INFORMATION:

- - - -

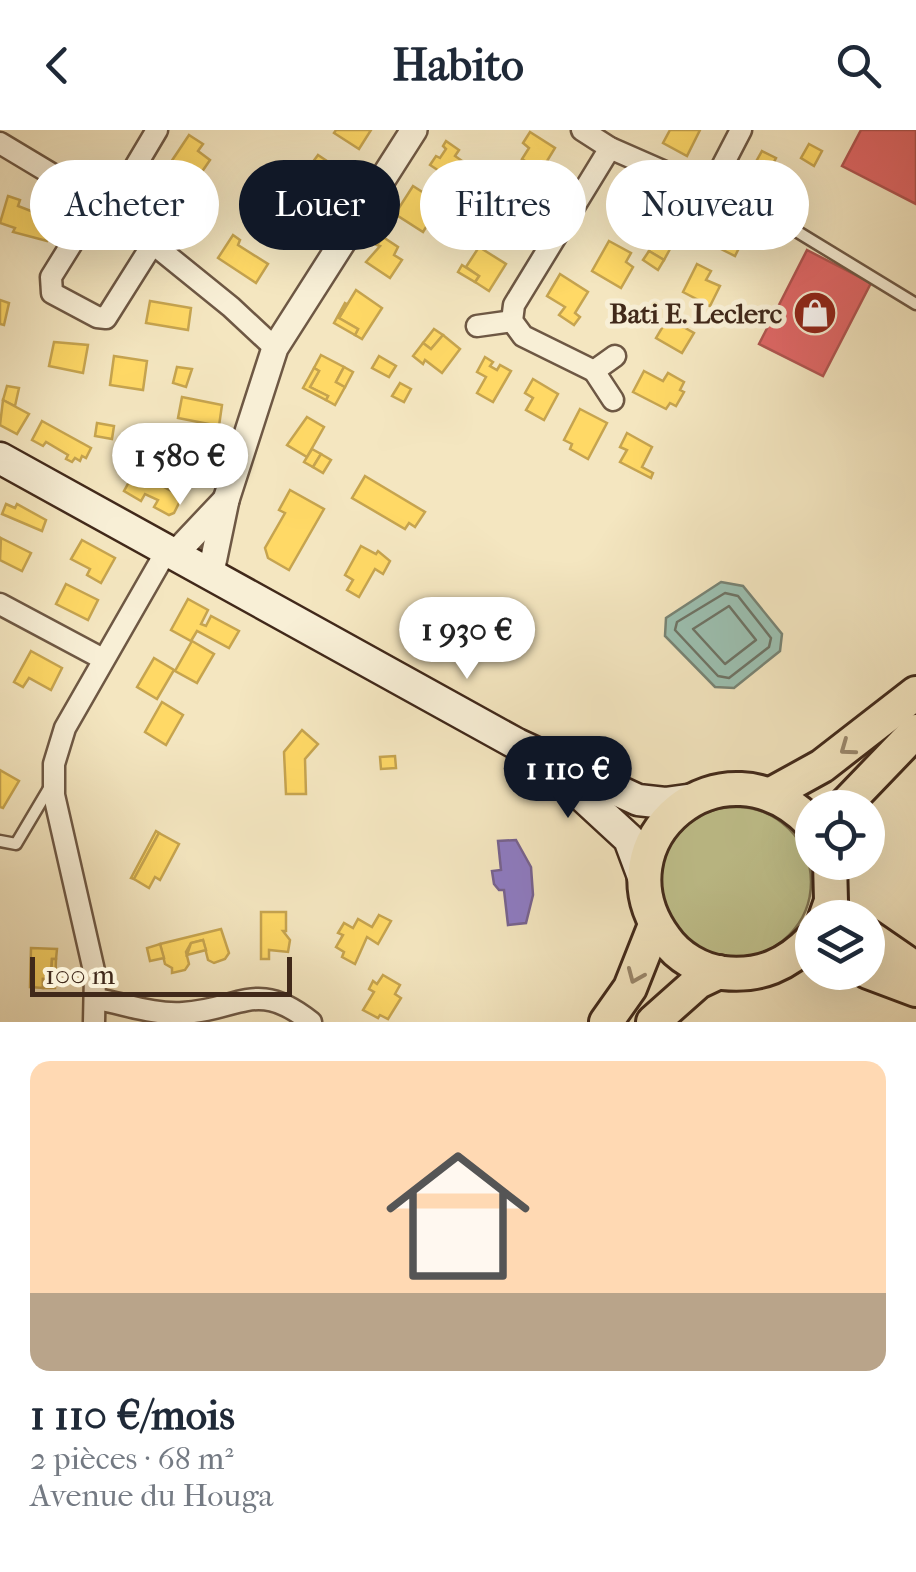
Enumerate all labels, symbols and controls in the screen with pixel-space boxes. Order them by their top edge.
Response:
icon: back [30,38,85,93]
icon: search [831,38,886,93]
text: Habito [392,39,524,92]
chip: Acheter [30,160,219,250]
chip: Louer [239,160,400,250]
chip: Filtres [420,160,586,250]
chip: Nouveau [606,160,809,250]
shop icon: Bati E. Leclerc [792,290,838,336]
place label: Bati E. Leclerc [609,297,782,330]
pin: 1 580 € [88,423,272,508]
text: 1 580 € [134,437,226,474]
pin: 1 930 € [375,597,559,682]
text: 1 930 € [421,611,513,648]
pin: 1 110 € [476,736,660,821]
one-way arrow [840,736,859,754]
text: 1 110 € [526,750,610,787]
map controls [795,790,885,990]
button: locate [795,790,885,880]
button: layers [795,900,885,990]
scale bar [30,952,292,996]
text: 100 m [45,958,115,991]
one-way arrow [627,965,647,983]
icon: home [368,1126,548,1306]
text: 1 110 €/mois [30,1391,235,1440]
text: 2 pièces · 68 m² [30,1440,233,1477]
text: Avenue du Houga [30,1477,273,1514]

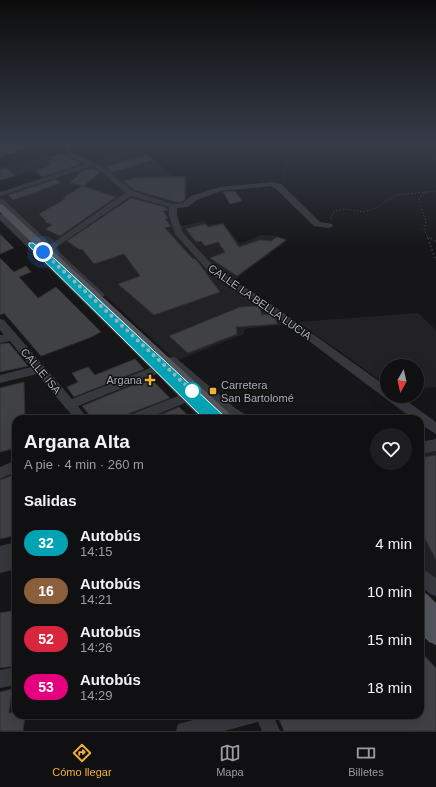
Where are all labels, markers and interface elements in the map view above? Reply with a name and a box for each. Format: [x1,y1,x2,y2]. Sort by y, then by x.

- - - -

WORK ITEM: I need the entries printed exactly, with each picture left out.

TASK SOLUTION:
Enumerate all labels, symbols and controls in the screen with pixel-space boxes. Order them by their top edge.
Response:
icon: back [30,38,85,93]
icon: search [831,38,886,93]
text: Habito [392,39,524,92]
chip: Acheter [30,160,219,250]
chip: Louer [239,160,400,250]
chip: Filtres [420,160,586,250]
chip: Nouveau [606,160,809,250]
shop icon: Bati E. Leclerc [792,290,838,336]
place label: Bati E. Leclerc [609,297,782,330]
pin: 1 580 € [88,423,272,508]
text: 1 580 € [134,437,226,474]
pin: 1 930 € [375,597,559,682]
text: 1 930 € [421,611,513,648]
pin: 1 110 € [476,736,660,821]
one-way arrow [840,736,859,754]
text: 1 110 € [526,750,610,787]
map controls [795,790,885,990]
button: locate [795,790,885,880]
button: layers [795,900,885,990]
scale bar [30,952,292,996]
text: 100 m [45,958,115,991]
one-way arrow [627,965,647,983]
icon: home [368,1126,548,1306]
text: 1 110 €/mois [30,1391,235,1440]
text: 2 pièces · 68 m² [30,1440,233,1477]
text: Avenue du Houga [30,1477,273,1514]

Where are all labels, markers and interface elements in the map view above? Reply with a name and a box for each. Format: [x1,y1,x2,y2]. Sort by y, then by x.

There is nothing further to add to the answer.